• _Work to be completed_: The required answer is each line in the entries below where "built" occurs.

Saved entries:
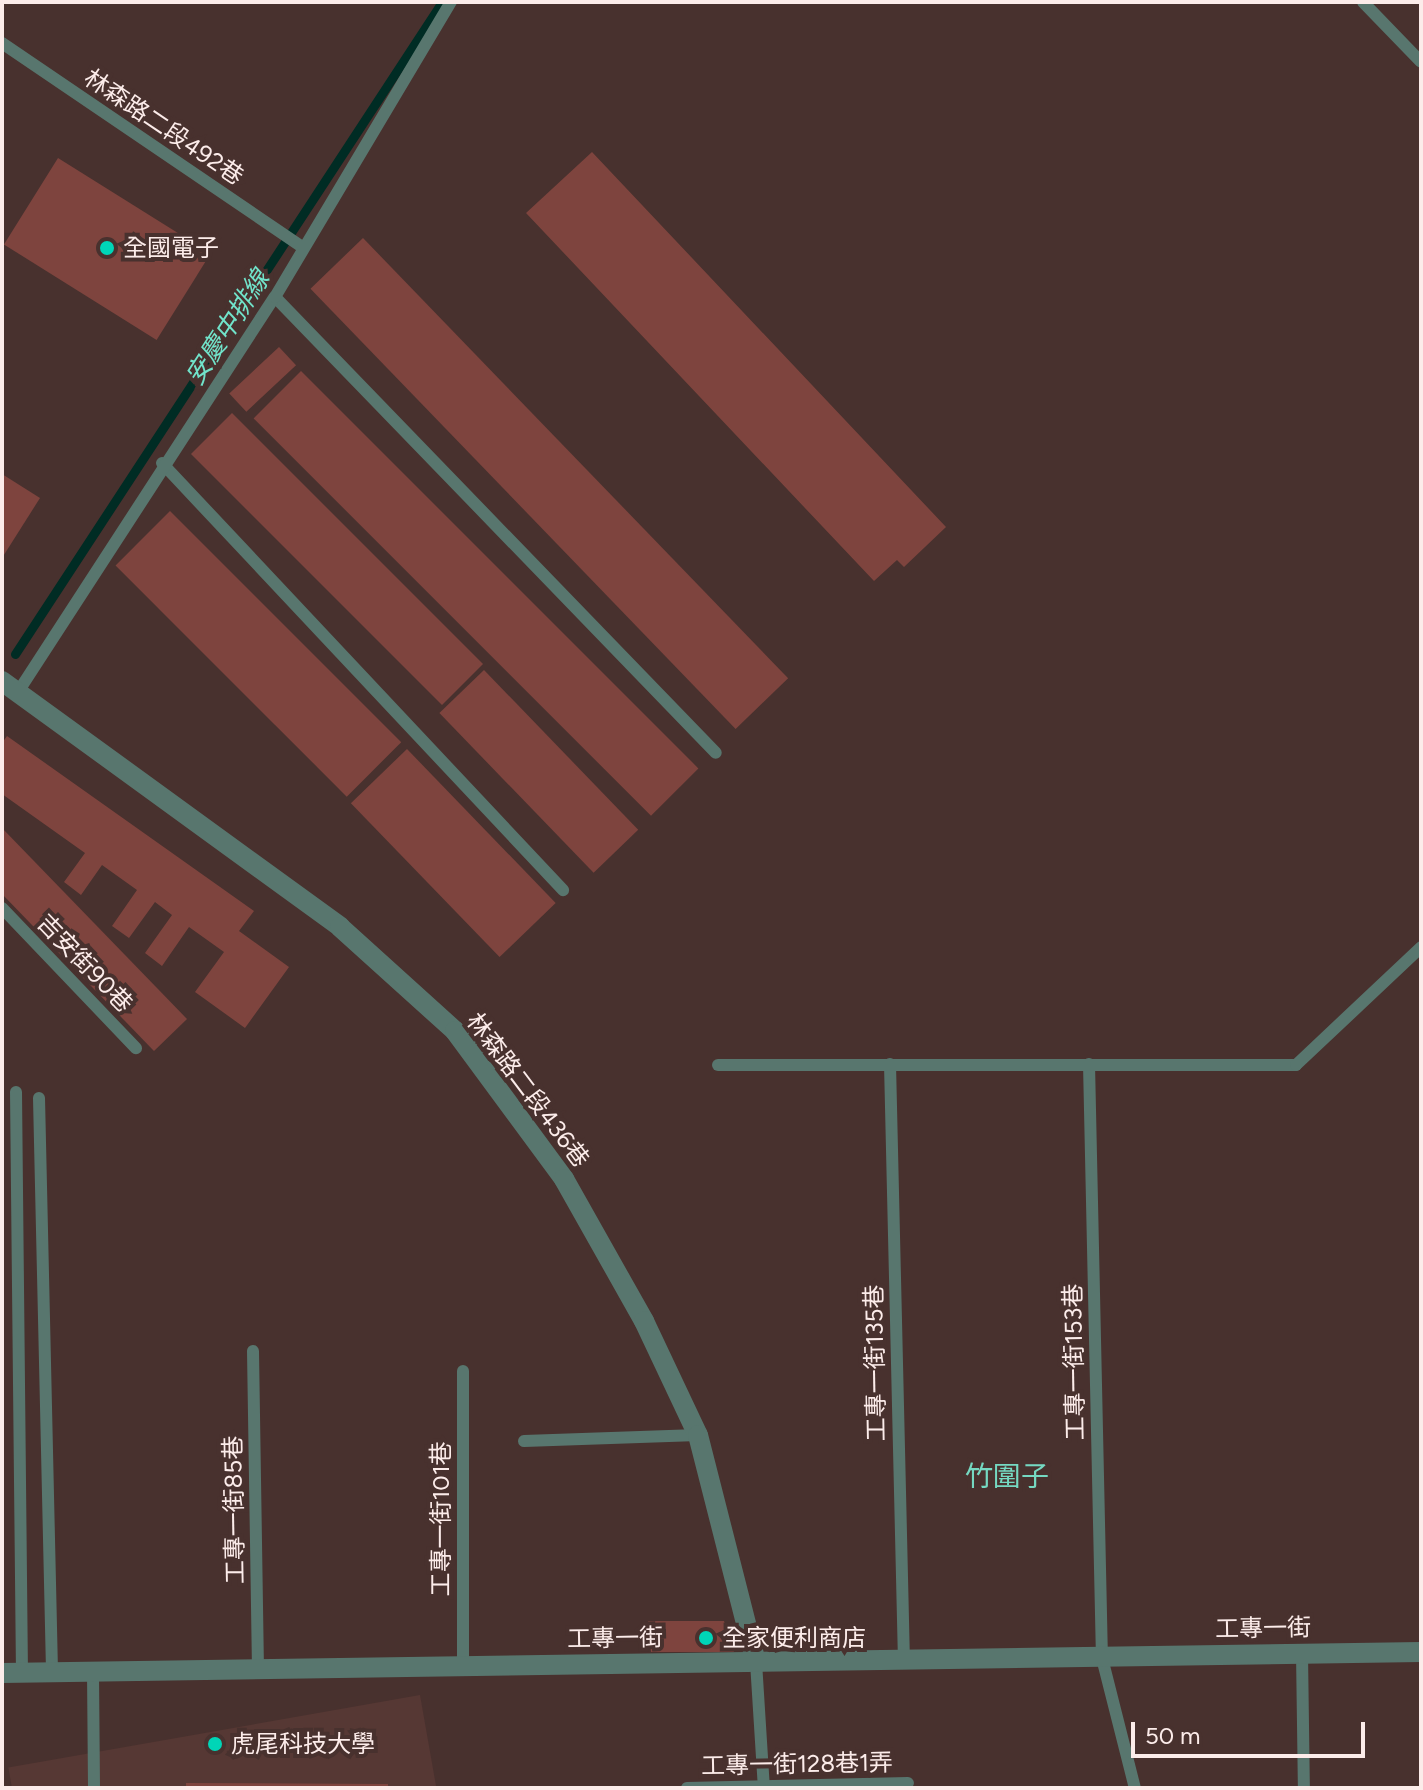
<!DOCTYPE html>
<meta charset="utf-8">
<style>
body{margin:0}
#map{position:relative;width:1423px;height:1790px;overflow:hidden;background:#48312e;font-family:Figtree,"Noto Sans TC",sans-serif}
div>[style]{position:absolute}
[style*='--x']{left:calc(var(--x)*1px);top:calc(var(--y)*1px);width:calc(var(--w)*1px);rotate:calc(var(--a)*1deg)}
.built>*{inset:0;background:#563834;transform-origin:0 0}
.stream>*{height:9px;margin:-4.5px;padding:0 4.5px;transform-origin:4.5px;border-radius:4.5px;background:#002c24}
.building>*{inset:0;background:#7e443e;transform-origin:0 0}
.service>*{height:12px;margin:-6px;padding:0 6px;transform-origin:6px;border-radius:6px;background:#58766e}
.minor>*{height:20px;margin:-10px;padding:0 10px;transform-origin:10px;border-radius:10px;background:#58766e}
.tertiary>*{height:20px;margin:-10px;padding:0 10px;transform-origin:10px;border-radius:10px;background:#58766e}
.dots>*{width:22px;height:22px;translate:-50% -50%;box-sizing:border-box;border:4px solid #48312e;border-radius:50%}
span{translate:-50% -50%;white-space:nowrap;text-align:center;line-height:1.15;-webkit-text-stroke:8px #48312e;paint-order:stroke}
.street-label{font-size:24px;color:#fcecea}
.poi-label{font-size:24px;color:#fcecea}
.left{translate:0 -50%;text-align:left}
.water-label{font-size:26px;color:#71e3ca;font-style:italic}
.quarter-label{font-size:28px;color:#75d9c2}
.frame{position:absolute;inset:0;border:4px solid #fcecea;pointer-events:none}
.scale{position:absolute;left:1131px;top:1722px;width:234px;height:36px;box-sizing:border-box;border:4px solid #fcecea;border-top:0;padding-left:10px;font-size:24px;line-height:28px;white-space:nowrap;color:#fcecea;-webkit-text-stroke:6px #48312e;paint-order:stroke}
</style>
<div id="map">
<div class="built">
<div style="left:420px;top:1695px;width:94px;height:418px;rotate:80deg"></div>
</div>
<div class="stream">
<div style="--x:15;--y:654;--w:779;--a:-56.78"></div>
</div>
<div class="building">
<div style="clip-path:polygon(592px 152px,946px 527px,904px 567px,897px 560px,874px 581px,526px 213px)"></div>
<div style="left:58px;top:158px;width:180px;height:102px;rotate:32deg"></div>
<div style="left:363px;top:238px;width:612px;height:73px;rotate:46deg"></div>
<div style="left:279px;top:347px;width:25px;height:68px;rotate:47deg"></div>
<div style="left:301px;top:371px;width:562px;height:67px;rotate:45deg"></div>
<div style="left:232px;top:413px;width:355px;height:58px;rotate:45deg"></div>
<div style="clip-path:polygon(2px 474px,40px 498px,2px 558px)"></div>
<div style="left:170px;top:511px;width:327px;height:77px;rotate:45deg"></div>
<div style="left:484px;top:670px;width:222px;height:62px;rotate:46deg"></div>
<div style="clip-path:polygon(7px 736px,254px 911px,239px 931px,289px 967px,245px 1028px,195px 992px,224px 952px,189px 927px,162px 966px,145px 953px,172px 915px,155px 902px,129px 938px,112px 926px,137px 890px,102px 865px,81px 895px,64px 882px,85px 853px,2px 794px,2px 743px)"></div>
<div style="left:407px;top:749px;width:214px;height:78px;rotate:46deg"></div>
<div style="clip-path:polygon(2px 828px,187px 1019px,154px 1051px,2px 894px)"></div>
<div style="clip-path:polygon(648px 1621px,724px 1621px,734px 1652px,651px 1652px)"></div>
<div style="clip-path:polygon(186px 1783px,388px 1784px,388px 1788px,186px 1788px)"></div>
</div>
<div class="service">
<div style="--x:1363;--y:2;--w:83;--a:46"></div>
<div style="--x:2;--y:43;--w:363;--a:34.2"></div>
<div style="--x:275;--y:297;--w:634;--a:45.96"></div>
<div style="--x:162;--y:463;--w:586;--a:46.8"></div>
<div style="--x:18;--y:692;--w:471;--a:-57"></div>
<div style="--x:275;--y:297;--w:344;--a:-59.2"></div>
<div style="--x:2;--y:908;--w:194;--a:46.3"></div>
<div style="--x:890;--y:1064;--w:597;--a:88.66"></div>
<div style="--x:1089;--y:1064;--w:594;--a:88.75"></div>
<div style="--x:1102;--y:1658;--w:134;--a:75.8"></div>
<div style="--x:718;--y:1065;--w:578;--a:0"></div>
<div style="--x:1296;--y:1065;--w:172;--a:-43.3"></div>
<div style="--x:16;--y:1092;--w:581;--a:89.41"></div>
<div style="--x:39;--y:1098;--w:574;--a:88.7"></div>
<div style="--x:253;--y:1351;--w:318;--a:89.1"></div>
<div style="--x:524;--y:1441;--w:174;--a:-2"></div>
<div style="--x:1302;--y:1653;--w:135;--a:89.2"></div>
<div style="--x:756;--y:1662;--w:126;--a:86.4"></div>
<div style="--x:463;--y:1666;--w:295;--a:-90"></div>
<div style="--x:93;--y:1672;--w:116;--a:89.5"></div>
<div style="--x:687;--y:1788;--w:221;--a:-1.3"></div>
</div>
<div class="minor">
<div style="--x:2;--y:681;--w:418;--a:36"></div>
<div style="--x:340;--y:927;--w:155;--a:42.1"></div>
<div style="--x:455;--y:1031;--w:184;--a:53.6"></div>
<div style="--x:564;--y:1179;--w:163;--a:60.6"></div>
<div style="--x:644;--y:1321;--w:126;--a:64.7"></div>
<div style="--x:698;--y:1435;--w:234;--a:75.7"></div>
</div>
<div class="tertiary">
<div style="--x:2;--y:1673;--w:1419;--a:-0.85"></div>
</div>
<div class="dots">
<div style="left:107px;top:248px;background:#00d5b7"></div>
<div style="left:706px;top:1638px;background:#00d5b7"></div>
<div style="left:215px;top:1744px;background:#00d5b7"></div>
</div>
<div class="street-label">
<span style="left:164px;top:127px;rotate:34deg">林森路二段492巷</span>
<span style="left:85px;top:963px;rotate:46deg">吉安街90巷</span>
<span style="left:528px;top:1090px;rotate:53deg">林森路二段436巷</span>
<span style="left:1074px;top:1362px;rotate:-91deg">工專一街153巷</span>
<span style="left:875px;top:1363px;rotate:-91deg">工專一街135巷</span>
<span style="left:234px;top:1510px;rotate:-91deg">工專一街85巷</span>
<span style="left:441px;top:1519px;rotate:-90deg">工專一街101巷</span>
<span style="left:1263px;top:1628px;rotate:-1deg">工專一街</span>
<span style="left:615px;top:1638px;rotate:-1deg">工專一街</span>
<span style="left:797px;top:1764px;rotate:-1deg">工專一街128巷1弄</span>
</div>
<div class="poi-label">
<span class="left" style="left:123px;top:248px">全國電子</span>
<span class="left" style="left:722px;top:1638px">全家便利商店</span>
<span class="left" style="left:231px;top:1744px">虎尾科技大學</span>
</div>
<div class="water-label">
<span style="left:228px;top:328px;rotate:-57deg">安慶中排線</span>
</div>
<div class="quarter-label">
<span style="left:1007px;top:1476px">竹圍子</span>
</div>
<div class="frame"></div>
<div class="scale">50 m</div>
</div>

• _Finished task_:
.built>*{inset:0;background:#563834;transform-origin:0 0}
<div class="built">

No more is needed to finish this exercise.